You can also donate to Gulf Coast Regional Blood Center

www.giveblood.org

Gulf Coast also does the bone marrow registry.

They have lots of locations around town. I will be using Gulf Coast tomorrow for the first time and then back to MDA on Sat or Sun for platelet donations.

Posted by: D1 at January 11, 2006 12:11 PM

You are so awesome, Deb. Thank you for sharing your vast wisdom.

Posted by: Ninotchka at January 11, 2006 12:53 PM

I donated blood this afternoon...


and signed up to donate platelets in eight weeks exactly (the first time I will be eligible to give again). They may not go to you, but they will go to someone who desperately needs them.

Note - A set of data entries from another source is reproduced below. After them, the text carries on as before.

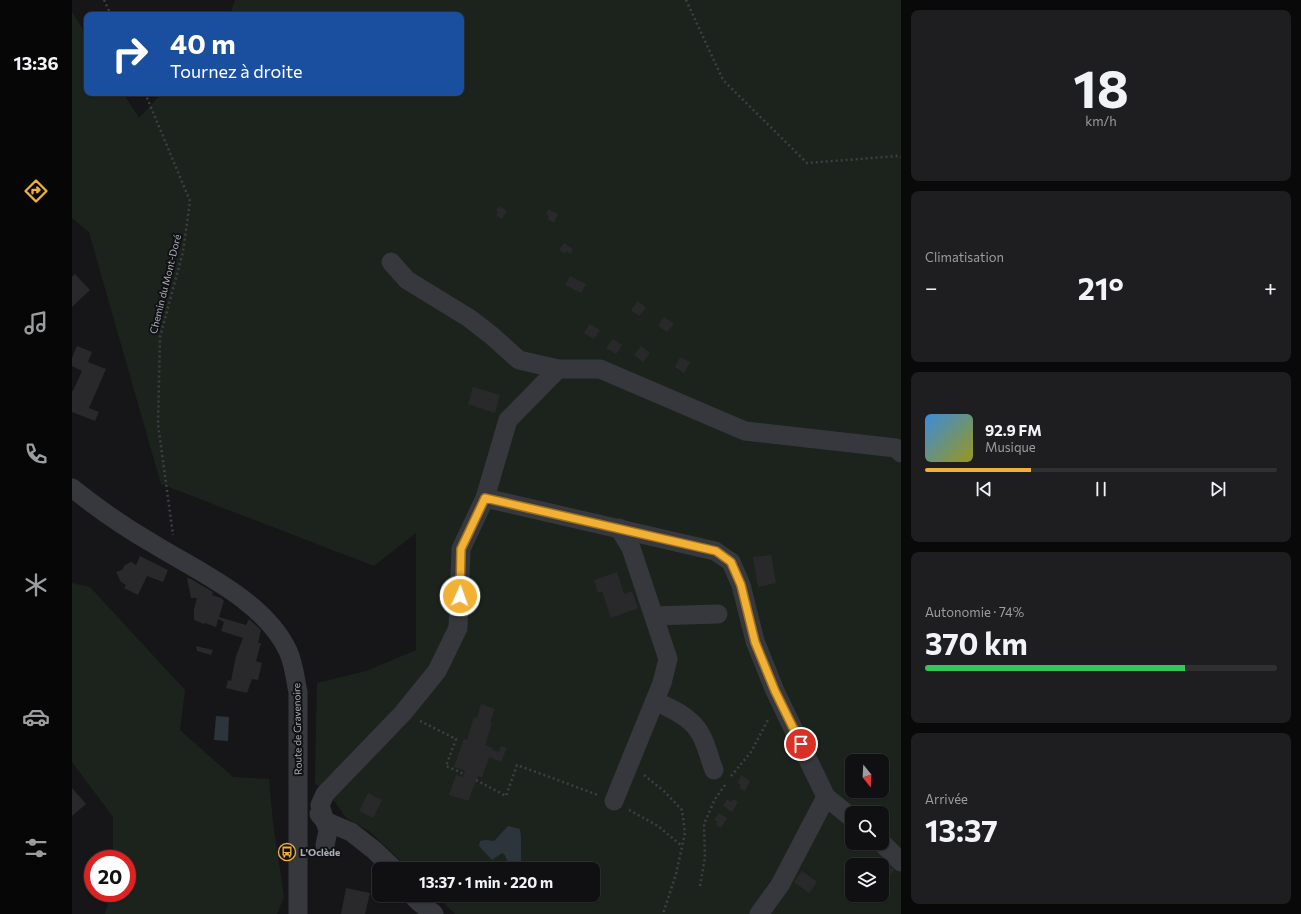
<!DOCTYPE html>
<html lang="fr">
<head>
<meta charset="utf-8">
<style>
  :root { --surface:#101012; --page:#1e1e20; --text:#f1f3f6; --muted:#9c9d9f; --line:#303032; --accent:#f2b134 }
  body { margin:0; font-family:Commissioner,sans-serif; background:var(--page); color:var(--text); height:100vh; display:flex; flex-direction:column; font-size:15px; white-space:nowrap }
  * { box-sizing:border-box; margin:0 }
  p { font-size:13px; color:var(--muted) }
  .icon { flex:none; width:22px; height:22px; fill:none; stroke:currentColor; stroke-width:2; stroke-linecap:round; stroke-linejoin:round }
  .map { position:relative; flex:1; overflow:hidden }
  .side { display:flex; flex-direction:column; gap:10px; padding:10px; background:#09090a; width:400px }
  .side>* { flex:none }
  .guide { position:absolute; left:12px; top:12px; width:380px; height:84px; border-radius:8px; box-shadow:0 1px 3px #0004,0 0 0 1px var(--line); background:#1a4fa0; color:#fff; overflow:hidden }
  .needle { width:26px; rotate:162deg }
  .controls { position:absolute; left:773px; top:754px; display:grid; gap:8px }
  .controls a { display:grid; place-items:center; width:44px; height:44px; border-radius:8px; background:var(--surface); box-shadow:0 1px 3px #0004,0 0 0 1px var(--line); font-size:20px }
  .speed { position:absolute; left:12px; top:850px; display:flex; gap:8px; font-size:20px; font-weight:700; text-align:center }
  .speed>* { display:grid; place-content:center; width:52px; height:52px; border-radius:50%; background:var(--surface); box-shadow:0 1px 3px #0004,0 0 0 1px var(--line); line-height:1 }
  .speed .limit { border:6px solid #d22; background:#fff; color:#111 }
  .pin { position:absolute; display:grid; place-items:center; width:34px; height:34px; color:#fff; margin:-17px; border:2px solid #fff; border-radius:50%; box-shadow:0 1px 4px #0007 }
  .me { position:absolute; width:44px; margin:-22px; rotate:2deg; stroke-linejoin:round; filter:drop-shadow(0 0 3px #0008) }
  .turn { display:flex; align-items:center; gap:14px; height:84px; padding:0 20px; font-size:18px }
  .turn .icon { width:52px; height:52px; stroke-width:2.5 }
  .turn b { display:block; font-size:28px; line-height:34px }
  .big { font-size:30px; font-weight:700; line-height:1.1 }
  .side .tile { flex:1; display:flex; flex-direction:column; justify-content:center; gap:6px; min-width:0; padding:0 14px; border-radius:8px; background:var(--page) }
  .side .dial { align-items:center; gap:0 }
  .dial b { font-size:52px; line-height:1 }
  .song { display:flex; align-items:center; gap:12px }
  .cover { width:48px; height:48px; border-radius:6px; background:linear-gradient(135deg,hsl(210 70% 55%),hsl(60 70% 35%)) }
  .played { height:4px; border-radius:2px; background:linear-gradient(90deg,var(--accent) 30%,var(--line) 30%) }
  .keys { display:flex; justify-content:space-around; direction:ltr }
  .heat { display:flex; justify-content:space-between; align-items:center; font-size:22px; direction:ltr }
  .charge { height:6px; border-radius:3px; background:linear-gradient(90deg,#34c759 74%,var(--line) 0) }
  .trip { position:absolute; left:300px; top:862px; width:228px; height:40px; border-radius:8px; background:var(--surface); box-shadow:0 1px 3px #0004,0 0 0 1px var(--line); font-weight:700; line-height:40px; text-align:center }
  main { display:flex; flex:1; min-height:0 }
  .tabs { display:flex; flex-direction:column; width:72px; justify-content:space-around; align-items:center; background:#060607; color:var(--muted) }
  .tabs .icon { width:28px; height:28px }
  .tabs .active { color:var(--accent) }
  .tabs b { font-size:18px; color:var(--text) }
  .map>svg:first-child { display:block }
  .green { fill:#1c231d; fill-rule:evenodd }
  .water { fill:#2c353c }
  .building { fill:#29292c }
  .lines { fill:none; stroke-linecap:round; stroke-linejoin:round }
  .path { stroke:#3d3f44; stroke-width:2.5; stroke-dasharray:2 3; stroke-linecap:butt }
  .minor { stroke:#37383d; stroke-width:19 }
  .route-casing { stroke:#9d7322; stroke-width:10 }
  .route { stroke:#f2b134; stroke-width:7 }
  .labels { text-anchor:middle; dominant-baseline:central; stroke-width:4; stroke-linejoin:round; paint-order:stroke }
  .street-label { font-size:10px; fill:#a8adb8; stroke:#111113 }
  .poi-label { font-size:10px; font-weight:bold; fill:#a8adb8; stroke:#111113; text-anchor:start }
</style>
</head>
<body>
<main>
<nav class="tabs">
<b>13:36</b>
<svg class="icon active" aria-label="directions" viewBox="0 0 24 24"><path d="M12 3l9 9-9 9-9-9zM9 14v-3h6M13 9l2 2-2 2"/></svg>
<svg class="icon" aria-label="music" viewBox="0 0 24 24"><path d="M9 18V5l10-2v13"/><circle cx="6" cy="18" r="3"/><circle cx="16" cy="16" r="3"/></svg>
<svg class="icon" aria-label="phone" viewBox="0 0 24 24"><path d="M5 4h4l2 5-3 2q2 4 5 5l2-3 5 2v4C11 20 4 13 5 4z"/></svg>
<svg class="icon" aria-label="climate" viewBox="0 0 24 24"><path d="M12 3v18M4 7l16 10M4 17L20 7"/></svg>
<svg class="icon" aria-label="car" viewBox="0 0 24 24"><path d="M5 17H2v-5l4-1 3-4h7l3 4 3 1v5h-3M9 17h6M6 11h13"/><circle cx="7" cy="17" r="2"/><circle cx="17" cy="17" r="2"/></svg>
<svg class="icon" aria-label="filters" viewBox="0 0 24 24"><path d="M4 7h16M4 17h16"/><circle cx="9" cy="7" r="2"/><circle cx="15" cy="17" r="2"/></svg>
</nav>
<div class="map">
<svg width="829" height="914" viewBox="0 0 829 914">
  <rect width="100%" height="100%" fill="#161618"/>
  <g class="green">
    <path d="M 163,0 L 829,0 L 829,914 L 383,914 L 364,895 L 521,895 L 521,869 L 337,869 L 297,831 L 274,818 L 263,802 L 243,783 L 245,683 L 294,671 L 344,650 L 344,533 L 302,566 L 89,484 L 17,232 L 0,218 L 0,12 L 15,36 L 15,93 L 51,93 L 67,118 L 90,93 L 389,93 L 389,15 L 158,15 ZM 780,761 L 810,761 L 810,791 L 780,791 ZM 780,813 L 810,813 L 810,843 L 780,843 ZM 780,865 L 810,865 L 810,895 L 780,895 Z"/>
    <path d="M 0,583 L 18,587 L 113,690 L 108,730 L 161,777 L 197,779 L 201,823 L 212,897 L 205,914 L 33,914 L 39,893 L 55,893 L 55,859 L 41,859 L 41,817 L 0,762 Z"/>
  </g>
  <g class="water">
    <path d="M 144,716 L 157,717 L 156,741 L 142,740 Z"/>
    <path d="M 436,826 L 448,829 L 449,837 L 449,863 L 438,868 L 433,855 L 430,853 L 420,860 L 407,846 L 408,841 L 414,840 L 422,841 Z"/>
  </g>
  <g class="building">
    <path d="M 427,206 L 435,211 L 430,219 L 424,215 L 426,212 L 424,210 Z"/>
    <path d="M 476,209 L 486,214 L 482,223 L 476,219 L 477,216 L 474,214 Z"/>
    <path d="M 492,243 L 501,249 L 498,254 L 495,251 L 493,254 L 487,250 Z"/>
    <path d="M 3,274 L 18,290 L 0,307 L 0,277 Z"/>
    <path d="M 498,276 L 514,284 L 509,293 L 493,285 Z"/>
    <path d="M 566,301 L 574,308 L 567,316 L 559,310 Z"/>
    <path d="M 592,317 L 602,324 L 595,332 L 586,326 Z"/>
    <path d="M 518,324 L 528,330 L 522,339 L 512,333 Z"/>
    <path d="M 541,339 L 550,345 L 544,354 L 534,348 Z"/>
    <path d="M 5,346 L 20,352 L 16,362 L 34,369 L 17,408 L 27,412 L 23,421 L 0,412 L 0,391 L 1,391 L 10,371 L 0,366 L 0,358 Z"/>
    <path d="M 569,346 L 578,353 L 571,362 L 562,355 Z"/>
    <path d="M 608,357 L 618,362 L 612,373 L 603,367 Z"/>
    <path d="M 401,387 L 428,395 L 423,413 L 396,404 Z"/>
    <path d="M 699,555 L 704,583 L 686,587 L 681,557 Z"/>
    <path d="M 68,556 L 96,570 L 91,582 L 75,576 L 66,595 L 52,588 L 54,585 L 49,582 L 44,572 L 50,570 L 53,565 L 59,562 L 64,565 Z"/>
    <path d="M 545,572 L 552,594 L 560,591 L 566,608 L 539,618 L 530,591 L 526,593 L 522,580 Z"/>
    <path d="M 115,578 L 119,579 L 141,592 L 140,595 L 149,598 L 152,601 L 147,617 L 174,625 L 177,619 L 189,630 L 186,643 L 189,643 L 184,661 L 190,663 L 186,680 L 180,679 L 175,693 L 154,688 L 156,680 L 159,681 L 164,656 L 171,638 L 149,631 L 152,622 L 146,619 L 144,627 L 133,623 L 132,624 L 122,620 L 122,609 L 125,598 L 119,598 Z"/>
    <path d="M 124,646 L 141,650 L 139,655 L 125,651 Z"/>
    <path d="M 409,704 L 423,709 L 418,722 L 420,723 L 413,745 L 421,748 L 420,750 L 427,752 L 429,746 L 435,748 L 429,762 L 417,757 L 410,777 L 406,776 L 396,801 L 377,795 L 384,775 L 391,777 L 393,771 L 382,767 L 392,739 L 395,740 L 402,717 L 405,718 Z"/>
    <path d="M 669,775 L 678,781 L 673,791 L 667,788 L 669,785 L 666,783 Z"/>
    <path d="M 0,788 L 14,804 L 0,816 Z"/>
    <path d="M 296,793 L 310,800 L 301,818 L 287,811 Z"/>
    <path d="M 655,799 L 659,802 L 661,799 L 666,802 L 660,812 L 651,806 Z"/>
    <path d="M 647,813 L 655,818 L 649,828 L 644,824 L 646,822 L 642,820 Z"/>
    <path d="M 808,858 L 822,870 L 810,884 L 810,865 L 802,865 Z"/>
    <path d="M 730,871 L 745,882 L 737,893 L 722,882 Z"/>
    <path d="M 274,888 L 298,893 L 293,914 L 269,914 Z"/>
  </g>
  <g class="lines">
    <g class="path">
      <path d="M 32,0 L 39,15"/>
      <path d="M 614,0 L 651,80 L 735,163 L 826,156 L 829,157"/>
      <path d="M 73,93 L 118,201 L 111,252 L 88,337 L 86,424 L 101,535"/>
      <path d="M 348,721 L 384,739 L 374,766 L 392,774"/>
      <path d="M 572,775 L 593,792 L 610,810 L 613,833 L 604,874 L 591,914"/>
      <path d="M 659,776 L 679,752 L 697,718"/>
      <path d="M 404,780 L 434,796 L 445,765 L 526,795"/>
      <path d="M 557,810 L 586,826 L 610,846"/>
      <path d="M 628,886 L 633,857 L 632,824 L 643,799 L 653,785"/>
    </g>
    <g class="minor">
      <path d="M 319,262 L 335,280 L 397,318 L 419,335 L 447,360 L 486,369"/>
      <path d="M 0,488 C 25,508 52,527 80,543 C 125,571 192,600 216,651 C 222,664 223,678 226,692 L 226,914"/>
      <path d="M 413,498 L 436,420 L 486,369 L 528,369 L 673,431 L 824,448 L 829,453"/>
      <path d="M 582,616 L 646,614"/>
      <path d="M 583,701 C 596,707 610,713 620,723 C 633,735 636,755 642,770"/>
      <path d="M 542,801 L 590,683 L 596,659 L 559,548 L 547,528"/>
      <path d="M 247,814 L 253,821 L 279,832 L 302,850 L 322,869"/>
      <path d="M 810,843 L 829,862"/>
      <path d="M 253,845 L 256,831 L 248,805 L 253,794 L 331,713 L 365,671 L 386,628 L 389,549 L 413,498 L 643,551 L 659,562 L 669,585 L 683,641 L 703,691 L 754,797 L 780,818"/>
      <path d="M 340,895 L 347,902 L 362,914"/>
      <path d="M 687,914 L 708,885 L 754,797"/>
    </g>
  </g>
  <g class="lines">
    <g class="route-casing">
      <path id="route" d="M 388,596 L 389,549 L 413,498 L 644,551 L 659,562 L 669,585 L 683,642 L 703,691 L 729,744"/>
    </g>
    <use href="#route" class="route"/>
  </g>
  <defs>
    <g id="bus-ring" transform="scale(0.9)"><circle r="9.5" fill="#111113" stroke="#f2b134" stroke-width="1.5"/><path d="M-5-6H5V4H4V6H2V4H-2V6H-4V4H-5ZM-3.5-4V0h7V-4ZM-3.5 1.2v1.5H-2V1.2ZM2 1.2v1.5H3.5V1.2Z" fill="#f2b134"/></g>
  </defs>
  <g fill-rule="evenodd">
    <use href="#bus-ring" x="215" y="852"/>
  </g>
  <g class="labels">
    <g class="street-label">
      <text transform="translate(93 284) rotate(-76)">Chemin du Mont-Doré</text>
      <text transform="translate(225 729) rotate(-91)">Route de Gravenoire</text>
    </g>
    <g class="poi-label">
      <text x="228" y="852">L'Oclède</text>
    </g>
  </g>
</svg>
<div class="controls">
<a><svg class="needle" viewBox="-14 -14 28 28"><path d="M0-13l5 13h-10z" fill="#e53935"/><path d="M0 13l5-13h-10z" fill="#9c9d9f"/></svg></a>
<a><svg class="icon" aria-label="search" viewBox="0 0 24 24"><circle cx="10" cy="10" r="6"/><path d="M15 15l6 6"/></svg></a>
<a><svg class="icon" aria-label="layers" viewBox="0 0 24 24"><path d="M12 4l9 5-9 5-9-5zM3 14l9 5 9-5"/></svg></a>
</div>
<div class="speed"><div class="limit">20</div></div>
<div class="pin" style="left:729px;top:744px;background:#d93025"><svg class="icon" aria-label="arrive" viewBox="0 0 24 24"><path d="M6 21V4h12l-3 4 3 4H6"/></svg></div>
<svg class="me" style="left:388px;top:596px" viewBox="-20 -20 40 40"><circle r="17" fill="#f2b134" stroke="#fff" stroke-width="3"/><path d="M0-11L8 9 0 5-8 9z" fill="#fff"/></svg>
<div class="trip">13:37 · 1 min · 220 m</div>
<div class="guide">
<div class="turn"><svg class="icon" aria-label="right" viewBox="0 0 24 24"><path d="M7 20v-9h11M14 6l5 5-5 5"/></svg><div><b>40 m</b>Tournez à droite</div></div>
</div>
</div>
<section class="side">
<div class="tile dial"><b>18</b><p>km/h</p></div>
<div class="tile"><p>Climatisation</p>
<div class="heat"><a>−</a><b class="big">21°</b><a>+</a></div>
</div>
<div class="tile">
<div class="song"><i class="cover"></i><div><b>92.9 FM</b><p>Musique</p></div></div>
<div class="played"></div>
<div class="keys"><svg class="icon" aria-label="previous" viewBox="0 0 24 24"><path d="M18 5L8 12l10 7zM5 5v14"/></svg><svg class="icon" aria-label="pause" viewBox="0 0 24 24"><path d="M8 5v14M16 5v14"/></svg><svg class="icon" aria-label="next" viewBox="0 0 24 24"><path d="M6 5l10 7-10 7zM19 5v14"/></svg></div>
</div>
<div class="tile"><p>Autonomie · 74%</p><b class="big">370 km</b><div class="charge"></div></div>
<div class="tile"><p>Arrivée</p><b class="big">13:37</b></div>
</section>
</main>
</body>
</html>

Posted by: pickles at January 11, 2006 02:05 PM

so wise - keep up the awesome work

Posted by: cursingmama at January 11, 2006 02:39 PM

During my divorce, the worst bit when you are still living together but no one else knows, I met a woman who was still mired in her bitterness after a divorce five years earlier. She still, for this wonderful evening under the stars of a Hong Kong sky couldn't stop talking about her 'louse' of an ex husband.. That is when I learnt this lesson. It is still hard to remember, but I try, try every day...

Thank you Deb for your wisdom and I really hope that blood seeps in...

Minerva

Posted by: Minerva at January 11, 2006 05:53 PM

My pastor says that forgiveness is "choosing to forget". I love that because obviously we can't actually FORGET the transgressions others have done to us but by choosing to forget, we can truly move on.

I hope tomorrow brings you a sweet day.

Posted by: danelle at January 11, 2006 06:00 PM

Amen, on the wisdom here about forgiveness.